It'll suck when I get sick in Guam and can't go home and be taken care of. (does that count as ending a sentence with a preposition?)

Who will make me ramen when my head is filled with mash potatoes and my muscles aren't working? What if my Ant is out to sea? GASP! Will I finally learn how to take care of myself?

One way to find out, right? Right. And now, more NyQuil (Big N little y Big FUCKING Q!) and off to beddy with me.

13 September 2006

exciting and different information

After having not posted for months on end, it's suddenly harder than I thought to get back into it. I'm sitting here all night. The internet is here and I have free ability to get to this site. But I don't. It's on the list of things that I've been avoiding doing, along with my Japanese homework, my modern lit reading and laundry and cutting up celery into snacky bits for class.

But what I'm really, truly excited about is my latest acquisition: a longboard!
here is what the public has to say (most of these are actual responses from messengers)

joe: no, I won't try it

sarah: I am now in fearful awe of your new activity

sarah: that is total sweet nut though

ben: don't break anything

ben: I have no friends with long boards that haven't seriously injured themselves

preston: damnit, now I'll have to get a board so I can ride with you

max: now you can say you know how to ride, without it being a double entendre

dad: must be nice to live the life of riley (read: I want one damnit!)

My first night out, Preston and I got kicked out of a parking garage. I now understand the boarder's plight of looking for cool places to ride. Especially those boarders who have minimal experience and prefer to ride on smooth, new concrete.

anyway.

I thought I'd been on top of my graduation crap. Kept up on which classes I needed to take, how to get credit for major and core requirements at once, blah blah blah. I forgot that I still need 120 total.
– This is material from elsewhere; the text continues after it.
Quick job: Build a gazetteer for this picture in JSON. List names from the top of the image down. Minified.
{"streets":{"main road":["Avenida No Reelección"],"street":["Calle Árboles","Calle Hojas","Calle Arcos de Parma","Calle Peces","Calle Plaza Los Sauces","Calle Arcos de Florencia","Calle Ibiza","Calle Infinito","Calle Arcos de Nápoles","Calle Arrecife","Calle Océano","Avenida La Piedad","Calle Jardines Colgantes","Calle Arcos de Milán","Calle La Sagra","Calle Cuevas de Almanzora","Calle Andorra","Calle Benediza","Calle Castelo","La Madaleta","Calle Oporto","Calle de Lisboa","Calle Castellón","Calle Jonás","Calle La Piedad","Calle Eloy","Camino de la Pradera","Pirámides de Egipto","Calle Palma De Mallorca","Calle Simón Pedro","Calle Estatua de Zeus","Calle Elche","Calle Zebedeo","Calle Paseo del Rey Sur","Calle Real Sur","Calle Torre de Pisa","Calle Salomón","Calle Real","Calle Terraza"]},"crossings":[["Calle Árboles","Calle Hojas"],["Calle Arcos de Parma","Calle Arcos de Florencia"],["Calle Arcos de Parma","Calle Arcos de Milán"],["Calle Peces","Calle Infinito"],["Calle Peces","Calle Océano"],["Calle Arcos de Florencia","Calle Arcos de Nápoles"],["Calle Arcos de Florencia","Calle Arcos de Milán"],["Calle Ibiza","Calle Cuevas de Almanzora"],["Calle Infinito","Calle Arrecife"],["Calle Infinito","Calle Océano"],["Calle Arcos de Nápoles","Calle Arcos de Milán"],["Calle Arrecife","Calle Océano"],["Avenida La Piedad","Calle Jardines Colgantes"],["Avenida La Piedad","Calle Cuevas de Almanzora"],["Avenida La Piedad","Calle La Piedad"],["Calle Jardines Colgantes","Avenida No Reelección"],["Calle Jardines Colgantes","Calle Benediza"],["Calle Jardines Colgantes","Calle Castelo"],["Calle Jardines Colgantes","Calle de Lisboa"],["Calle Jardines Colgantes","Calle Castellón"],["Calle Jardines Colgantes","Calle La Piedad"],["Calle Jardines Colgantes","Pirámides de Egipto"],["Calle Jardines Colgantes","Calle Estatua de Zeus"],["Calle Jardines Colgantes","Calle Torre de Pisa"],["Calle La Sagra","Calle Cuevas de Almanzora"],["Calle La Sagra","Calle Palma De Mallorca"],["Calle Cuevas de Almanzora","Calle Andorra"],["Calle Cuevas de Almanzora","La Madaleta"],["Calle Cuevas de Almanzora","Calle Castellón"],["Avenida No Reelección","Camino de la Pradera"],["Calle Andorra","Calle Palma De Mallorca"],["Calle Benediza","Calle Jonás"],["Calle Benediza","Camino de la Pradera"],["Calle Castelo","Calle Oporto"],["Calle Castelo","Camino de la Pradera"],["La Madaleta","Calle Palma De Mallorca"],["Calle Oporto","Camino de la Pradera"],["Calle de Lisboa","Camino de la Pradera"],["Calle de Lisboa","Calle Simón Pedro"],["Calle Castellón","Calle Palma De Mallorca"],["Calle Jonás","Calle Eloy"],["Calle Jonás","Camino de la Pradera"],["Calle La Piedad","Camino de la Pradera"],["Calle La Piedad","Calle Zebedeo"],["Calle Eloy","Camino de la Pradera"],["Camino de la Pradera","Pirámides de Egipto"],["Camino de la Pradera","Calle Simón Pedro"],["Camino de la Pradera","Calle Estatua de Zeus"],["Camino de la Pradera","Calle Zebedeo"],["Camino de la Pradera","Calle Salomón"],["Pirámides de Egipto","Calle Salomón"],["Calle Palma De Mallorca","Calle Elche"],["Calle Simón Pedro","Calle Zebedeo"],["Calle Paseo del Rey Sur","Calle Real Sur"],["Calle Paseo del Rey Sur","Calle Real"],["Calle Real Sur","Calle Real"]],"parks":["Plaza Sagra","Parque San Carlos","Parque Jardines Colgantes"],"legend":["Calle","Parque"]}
So imagine my surprise at my advisement appt when this lady is all, well your core is done, and you only need two more classes for your major,... BUT you need 16 hours to reach 120. '16!' I wanted to scream. I've never taken more than 14 in my life, and that was hard enough. I was entirely looking forward to having an easy spring semester so I could spend more time doing weddingy/moving to guam related stuff.

Here are my options, neither of which seems to be any better.
1) take Japanese 4210 for credit, then take 13 credits in the spring
2) make this semester easy, then take a crapload of easy classes in the spring, like bongos and dance and linguistics practicums.

I hate how stressed out I'm getting over this. But man the end of the tunnel is close and that's nice.

That's a nice sequeway into the only other thing I think about. Anthony left Guam yesterday, on that goddamned submarine. A few days ago he told me it'd be about three weeks. As it turns out, it'll be two months. For reference, the longest he's been out in one go is about 3 weeks. So this sucks bad for all parties involved, but theoretically, I'll be able to email him. He probably won't be able to write me back much and I'll have no idea whether he even gets half of my emails, but it's better than nothing. And the silver lining to this cloud? He finishes deployment a month earlier, getting back to Honolulu in November instead of December. I probably still won't see him til January but at least we can talk a whole lot more, right?

I'm tired. But there are comics on my door and this room is starting to feel more and more like mine.

I'd also like to say that spiral bound graph paper is the only way to take notes for classes.